* **PROBLEM STATEMENT**: Nothing past the line containing "translate:-50% -50%; white-space:nowrap;" belongs in the output. Copy exactly every line of the data below from the first up to and including it.

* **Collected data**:
--*--
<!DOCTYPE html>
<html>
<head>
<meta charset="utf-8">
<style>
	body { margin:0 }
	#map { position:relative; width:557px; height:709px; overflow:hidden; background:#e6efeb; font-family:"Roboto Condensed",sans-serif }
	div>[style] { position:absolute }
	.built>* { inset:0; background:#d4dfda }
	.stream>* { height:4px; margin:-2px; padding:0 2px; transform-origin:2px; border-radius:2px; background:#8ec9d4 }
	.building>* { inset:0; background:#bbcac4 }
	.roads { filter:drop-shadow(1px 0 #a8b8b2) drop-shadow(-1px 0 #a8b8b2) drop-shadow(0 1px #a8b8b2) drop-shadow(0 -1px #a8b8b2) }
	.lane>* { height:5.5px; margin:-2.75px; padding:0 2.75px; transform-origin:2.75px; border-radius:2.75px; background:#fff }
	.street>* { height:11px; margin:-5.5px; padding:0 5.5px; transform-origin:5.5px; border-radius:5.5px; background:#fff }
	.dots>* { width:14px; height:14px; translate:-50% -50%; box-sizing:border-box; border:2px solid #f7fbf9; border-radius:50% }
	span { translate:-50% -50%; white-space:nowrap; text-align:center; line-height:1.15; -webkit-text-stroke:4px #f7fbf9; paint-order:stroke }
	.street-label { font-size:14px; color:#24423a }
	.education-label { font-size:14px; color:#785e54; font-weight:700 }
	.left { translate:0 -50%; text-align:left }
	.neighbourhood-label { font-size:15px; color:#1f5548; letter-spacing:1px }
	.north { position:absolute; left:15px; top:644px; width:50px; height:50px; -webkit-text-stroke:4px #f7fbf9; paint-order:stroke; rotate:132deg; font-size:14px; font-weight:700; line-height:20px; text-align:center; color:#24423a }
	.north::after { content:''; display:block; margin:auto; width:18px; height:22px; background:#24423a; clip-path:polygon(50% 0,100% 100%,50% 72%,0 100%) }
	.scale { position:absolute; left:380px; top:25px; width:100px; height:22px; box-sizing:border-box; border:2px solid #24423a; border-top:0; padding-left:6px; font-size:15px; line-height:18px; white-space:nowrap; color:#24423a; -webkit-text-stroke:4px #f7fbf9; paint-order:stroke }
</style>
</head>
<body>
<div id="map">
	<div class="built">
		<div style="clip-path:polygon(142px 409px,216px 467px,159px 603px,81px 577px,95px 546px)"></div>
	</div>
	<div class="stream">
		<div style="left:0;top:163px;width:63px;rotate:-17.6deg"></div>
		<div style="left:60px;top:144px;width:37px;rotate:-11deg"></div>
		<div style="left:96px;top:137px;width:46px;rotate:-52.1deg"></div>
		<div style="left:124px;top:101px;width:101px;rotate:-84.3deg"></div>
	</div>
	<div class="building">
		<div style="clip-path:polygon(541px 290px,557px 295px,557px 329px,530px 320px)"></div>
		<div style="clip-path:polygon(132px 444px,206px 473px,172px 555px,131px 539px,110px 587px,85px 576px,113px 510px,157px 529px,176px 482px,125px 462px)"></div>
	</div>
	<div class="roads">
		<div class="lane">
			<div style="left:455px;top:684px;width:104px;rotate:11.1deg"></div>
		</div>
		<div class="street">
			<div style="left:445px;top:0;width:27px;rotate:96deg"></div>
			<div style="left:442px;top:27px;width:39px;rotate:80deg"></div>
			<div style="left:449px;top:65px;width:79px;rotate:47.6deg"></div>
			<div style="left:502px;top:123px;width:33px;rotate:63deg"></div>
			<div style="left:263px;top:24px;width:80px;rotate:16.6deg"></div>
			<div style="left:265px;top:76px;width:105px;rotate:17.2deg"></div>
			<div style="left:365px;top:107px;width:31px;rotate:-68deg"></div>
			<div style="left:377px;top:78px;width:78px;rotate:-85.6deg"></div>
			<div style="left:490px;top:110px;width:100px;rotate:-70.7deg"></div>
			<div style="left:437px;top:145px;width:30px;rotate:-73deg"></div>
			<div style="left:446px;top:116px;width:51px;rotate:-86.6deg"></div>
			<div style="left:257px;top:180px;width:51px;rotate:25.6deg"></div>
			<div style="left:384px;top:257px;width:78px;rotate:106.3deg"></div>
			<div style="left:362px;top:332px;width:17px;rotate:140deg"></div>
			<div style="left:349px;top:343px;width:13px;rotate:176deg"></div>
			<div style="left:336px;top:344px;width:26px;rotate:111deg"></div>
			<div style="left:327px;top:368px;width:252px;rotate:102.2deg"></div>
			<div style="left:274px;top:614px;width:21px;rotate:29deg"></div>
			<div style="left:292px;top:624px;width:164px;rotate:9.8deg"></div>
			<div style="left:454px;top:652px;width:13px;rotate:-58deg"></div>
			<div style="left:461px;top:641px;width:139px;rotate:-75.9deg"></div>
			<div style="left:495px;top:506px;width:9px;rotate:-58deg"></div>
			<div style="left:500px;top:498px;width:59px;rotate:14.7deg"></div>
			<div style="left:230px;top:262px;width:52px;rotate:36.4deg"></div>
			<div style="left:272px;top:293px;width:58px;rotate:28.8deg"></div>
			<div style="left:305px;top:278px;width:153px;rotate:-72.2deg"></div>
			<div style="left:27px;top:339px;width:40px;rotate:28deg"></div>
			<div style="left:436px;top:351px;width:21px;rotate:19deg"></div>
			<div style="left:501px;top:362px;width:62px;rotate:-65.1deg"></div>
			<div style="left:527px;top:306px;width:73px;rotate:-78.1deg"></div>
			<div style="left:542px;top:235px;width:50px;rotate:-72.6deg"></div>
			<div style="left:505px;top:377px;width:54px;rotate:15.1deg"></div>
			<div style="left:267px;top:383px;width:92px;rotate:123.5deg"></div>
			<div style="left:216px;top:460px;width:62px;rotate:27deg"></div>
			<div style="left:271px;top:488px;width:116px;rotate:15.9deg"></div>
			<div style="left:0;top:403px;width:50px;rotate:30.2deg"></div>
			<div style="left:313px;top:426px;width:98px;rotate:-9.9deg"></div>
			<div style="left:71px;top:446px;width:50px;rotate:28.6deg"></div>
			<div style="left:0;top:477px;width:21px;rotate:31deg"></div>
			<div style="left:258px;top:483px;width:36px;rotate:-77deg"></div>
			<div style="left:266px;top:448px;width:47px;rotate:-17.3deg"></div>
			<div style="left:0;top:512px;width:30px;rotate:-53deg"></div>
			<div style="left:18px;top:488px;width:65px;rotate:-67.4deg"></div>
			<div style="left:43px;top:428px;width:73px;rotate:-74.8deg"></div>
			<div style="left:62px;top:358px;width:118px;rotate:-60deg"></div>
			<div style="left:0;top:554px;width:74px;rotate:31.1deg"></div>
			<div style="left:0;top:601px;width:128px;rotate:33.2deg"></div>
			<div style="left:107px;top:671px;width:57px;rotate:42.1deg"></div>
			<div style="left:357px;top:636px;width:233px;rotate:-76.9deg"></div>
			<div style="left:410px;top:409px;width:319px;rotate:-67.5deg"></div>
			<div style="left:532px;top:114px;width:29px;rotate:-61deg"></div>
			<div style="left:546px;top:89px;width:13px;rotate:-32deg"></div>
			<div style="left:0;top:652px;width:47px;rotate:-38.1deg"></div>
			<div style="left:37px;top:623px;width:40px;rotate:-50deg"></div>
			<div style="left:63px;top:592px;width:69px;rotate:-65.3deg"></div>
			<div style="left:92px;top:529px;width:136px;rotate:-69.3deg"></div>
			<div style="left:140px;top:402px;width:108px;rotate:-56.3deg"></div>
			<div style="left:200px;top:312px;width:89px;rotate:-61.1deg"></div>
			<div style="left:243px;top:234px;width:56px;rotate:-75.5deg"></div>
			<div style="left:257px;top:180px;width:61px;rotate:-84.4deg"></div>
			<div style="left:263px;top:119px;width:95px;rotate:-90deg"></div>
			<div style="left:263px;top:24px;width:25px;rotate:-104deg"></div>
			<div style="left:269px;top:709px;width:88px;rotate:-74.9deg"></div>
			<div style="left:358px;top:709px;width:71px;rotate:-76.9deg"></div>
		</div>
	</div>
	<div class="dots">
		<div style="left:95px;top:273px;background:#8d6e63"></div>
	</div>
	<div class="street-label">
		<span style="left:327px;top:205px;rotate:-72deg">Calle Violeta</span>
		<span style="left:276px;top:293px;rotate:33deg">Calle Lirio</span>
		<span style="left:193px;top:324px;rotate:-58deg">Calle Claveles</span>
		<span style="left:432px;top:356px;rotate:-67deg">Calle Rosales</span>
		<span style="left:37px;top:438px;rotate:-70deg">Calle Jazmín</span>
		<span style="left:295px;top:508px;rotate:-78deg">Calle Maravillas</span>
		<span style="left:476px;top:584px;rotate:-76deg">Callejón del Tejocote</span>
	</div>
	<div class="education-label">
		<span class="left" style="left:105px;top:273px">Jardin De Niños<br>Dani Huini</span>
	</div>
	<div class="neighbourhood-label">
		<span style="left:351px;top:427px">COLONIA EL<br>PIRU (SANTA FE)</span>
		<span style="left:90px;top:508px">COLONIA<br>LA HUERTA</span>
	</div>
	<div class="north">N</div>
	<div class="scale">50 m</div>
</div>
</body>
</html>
--*--
* **RESPONSE BELOW**:
<!DOCTYPE html>
<html>
<head>
<meta charset="utf-8">
<style>
	body { margin:0 }
	#map { position:relative; width:557px; height:709px; overflow:hidden; background:#e6efeb; font-family:"Roboto Condensed",sans-serif }
	div>[style] { position:absolute }
	.built>* { inset:0; background:#d4dfda }
	.stream>* { height:4px; margin:-2px; padding:0 2px; transform-origin:2px; border-radius:2px; background:#8ec9d4 }
	.building>* { inset:0; background:#bbcac4 }
	.roads { filter:drop-shadow(1px 0 #a8b8b2) drop-shadow(-1px 0 #a8b8b2) drop-shadow(0 1px #a8b8b2) drop-shadow(0 -1px #a8b8b2) }
	.lane>* { height:5.5px; margin:-2.75px; padding:0 2.75px; transform-origin:2.75px; border-radius:2.75px; background:#fff }
	.street>* { height:11px; margin:-5.5px; padding:0 5.5px; transform-origin:5.5px; border-radius:5.5px; background:#fff }
	.dots>* { width:14px; height:14px; translate:-50% -50%; box-sizing:border-box; border:2px solid #f7fbf9; border-radius:50% }
	span { translate:-50% -50%; white-space:nowrap; text-align:center; line-height:1.15; -webkit-text-stroke:4px #f7fbf9; paint-order:stroke }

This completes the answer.